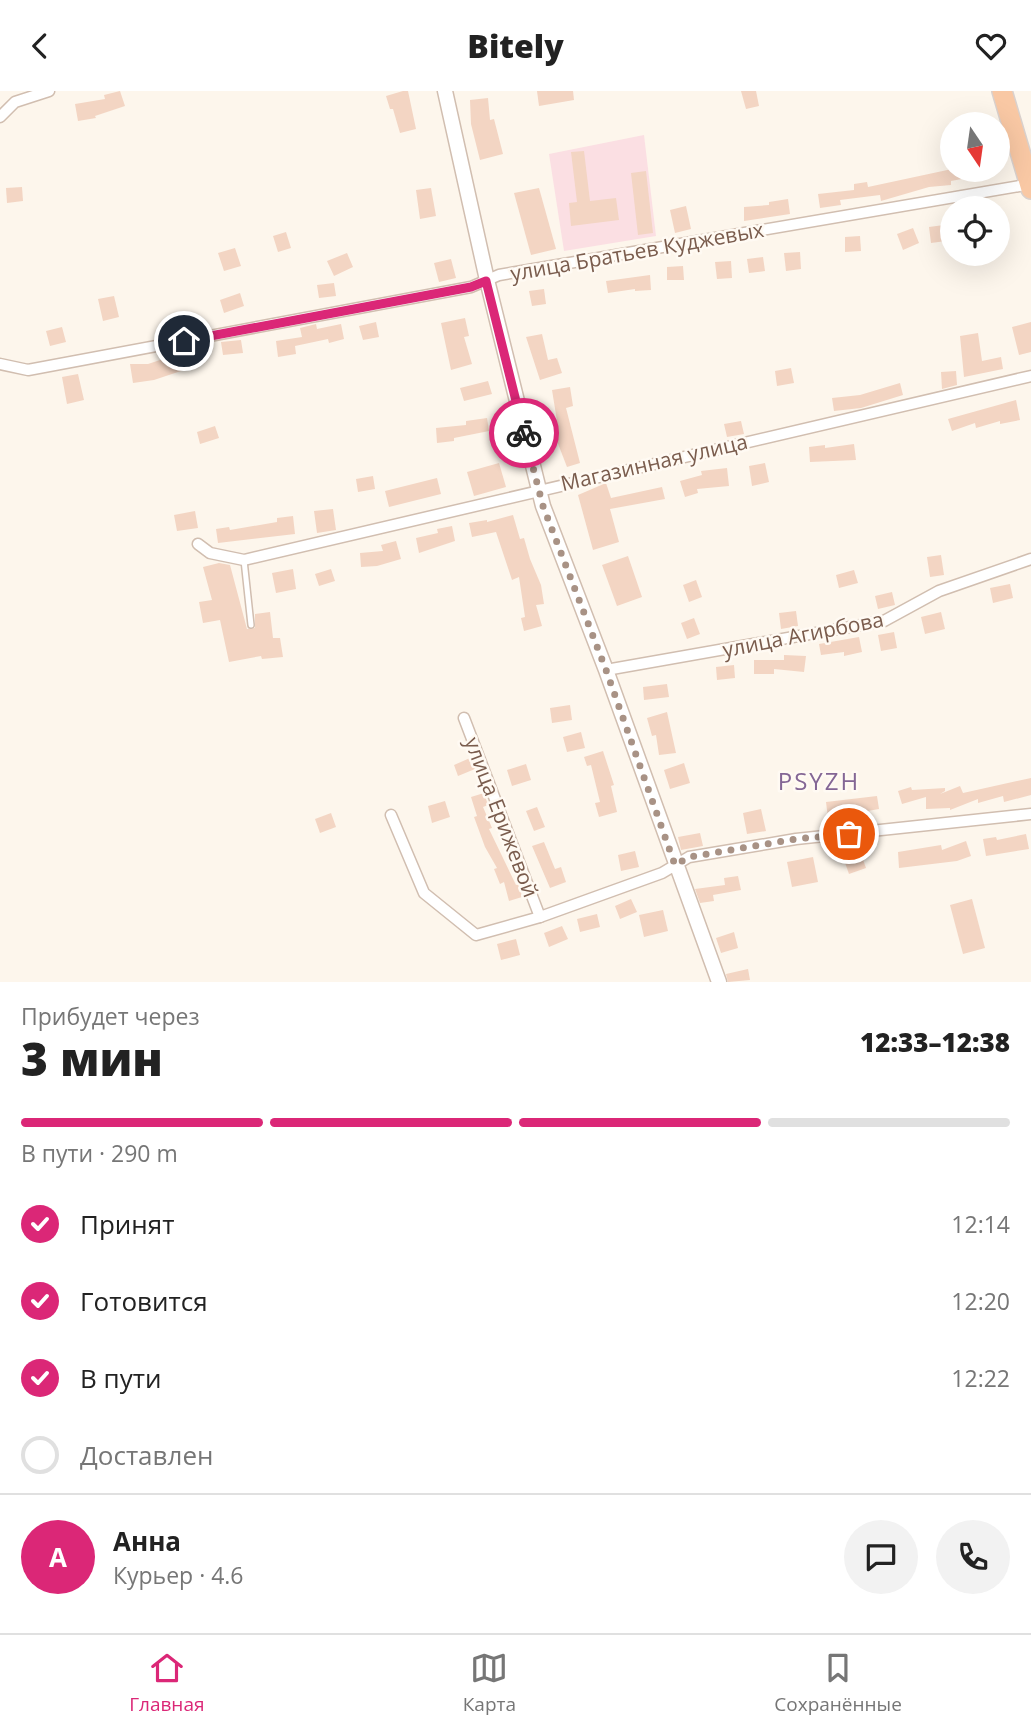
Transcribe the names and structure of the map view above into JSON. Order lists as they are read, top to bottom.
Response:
{
  "streets": {
    "street": [
      "улица Братьев Куджевых",
      "Магазинная улица",
      "улица Агирбова",
      "улица Ерижевой"
    ]
  },
  "districts": ["PSYZH"],
  "north": "bottom",
  "page": {
    "header": "Bitely",
    "heading": ["3 мин", "Прибудет через", "12:33–12:38"],
    "panel": ["Анна", "Курьер · 4.6"],
    "bar": "В пути · 290 m",
    "list": [
      ["Принят", "12:14"],
      ["Готовится", "12:20"],
      ["В пути", "12:22"],
      "Доставлен"
    ],
    "round": "А",
    "tabs": ["Главная", "Карта", "Сохранённые"]
  }
}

### WHAT TO PRODUCE
Line for line, restate the data above and omit every picture.

### EXERCISE ANSWER
Transcribe the names and structure of the map view above into JSON. Order lists as they are read, top to bottom.
Response:
{
  "streets": {
    "street": [
      "улица Братьев Куджевых",
      "Магазинная улица",
      "улица Агирбова",
      "улица Ерижевой"
    ]
  },
  "districts": ["PSYZH"],
  "north": "bottom",
  "page": {
    "header": "Bitely",
    "heading": ["3 мин", "Прибудет через", "12:33–12:38"],
    "panel": ["Анна", "Курьер · 4.6"],
    "bar": "В пути · 290 m",
    "list": [
      ["Принят", "12:14"],
      ["Готовится", "12:20"],
      ["В пути", "12:22"],
      "Доставлен"
    ],
    "round": "А",
    "tabs": ["Главная", "Карта", "Сохранённые"]
  }
}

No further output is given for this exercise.